En couture, certains projets doivent simplement attendre le bon moment pour voir le jour.
On dit que la chance sourit aux esprits préparés—et ce costume style safari en lin en est la preuve parfaite : un projet en mûrissement depuis deux ans. Ce qui avait débuté comme une idée de tenue estivale pour le bureau pour mon fils aîné a finalement pris une tout autre dimension, avec pour décor les paysages majestueux de l’Égypte !
L’inspiration initiale découle d’une veste safari vintage signée Tom Ford, associée à un pantalon à la coupe ample et généreuse—une silhouette qui équilibre à la perfection la structure du vestiaire masculin et la légèreté estivale.
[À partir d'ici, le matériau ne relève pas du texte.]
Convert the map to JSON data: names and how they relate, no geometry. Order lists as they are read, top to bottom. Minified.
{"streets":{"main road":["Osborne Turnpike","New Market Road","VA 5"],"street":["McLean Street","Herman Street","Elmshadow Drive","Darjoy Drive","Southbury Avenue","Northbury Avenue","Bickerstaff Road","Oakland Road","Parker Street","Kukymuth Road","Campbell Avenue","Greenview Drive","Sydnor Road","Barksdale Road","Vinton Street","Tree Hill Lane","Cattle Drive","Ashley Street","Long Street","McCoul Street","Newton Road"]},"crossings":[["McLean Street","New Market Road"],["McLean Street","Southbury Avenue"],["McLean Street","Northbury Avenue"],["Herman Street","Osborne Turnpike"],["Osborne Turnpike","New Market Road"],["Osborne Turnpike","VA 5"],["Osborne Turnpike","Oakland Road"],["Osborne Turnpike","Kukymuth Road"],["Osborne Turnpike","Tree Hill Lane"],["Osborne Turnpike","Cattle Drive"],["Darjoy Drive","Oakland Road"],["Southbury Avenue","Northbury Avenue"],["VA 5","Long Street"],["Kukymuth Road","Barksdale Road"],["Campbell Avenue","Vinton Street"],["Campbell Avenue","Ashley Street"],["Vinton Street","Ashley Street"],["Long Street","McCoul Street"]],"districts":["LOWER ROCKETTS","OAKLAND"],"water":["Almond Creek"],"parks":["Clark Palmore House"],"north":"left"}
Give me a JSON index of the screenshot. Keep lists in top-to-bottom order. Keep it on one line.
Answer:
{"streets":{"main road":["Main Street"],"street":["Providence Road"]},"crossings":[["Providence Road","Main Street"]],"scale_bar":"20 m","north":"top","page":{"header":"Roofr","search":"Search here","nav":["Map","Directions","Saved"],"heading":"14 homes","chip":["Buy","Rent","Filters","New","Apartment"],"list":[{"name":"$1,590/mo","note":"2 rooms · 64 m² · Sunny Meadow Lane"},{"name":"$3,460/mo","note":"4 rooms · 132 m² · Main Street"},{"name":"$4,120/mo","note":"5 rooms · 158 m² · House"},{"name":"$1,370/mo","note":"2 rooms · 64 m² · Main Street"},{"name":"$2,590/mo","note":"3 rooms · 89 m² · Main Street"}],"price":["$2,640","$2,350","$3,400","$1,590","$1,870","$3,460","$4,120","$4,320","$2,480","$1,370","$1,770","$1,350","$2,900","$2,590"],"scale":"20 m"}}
Pour obtenir ce look utilitaire et chic, il nous fallait un textile offrant à la fois de la tenue et une excellente respirabilité. Comme toujours, mon magasin Fabricville de Gatineau avait exactement ce qu’il fallait. Leur sélection saisonnière de lins naturels et de mélanges de lin est tout simplement exceptionnelle. Notre choix s’est arrêté sur un mélange lin et coton vert kaki clair. Il possède cette texture riche et tactile propre au lin, tandis que le coton apporte une belle stabilité structurale et réduit le froissabilité—un atout idéal pour des détails tailleur bien nets.
Pour la base de la création, je me suis tourné vers une valeur sûre de ma patronthèque : le magazine Burda Style (n° 128, 04/2014) pour la structure de la veste, combiné à un patron de pantalon Burda que j’ai déjà ajusté et éprouvé lors de projets précédents.
Comme pour la plupart de mes créations inspirées de la haute couture, le travail d’adaptation du patron a été essentiel :
Une fois les modifications faites, le tissu et l’entoilage coupés, j’ai entamé le montage… jusqu’à ce que le quotidien ne mette le projet en pause pendant plus de deux ans.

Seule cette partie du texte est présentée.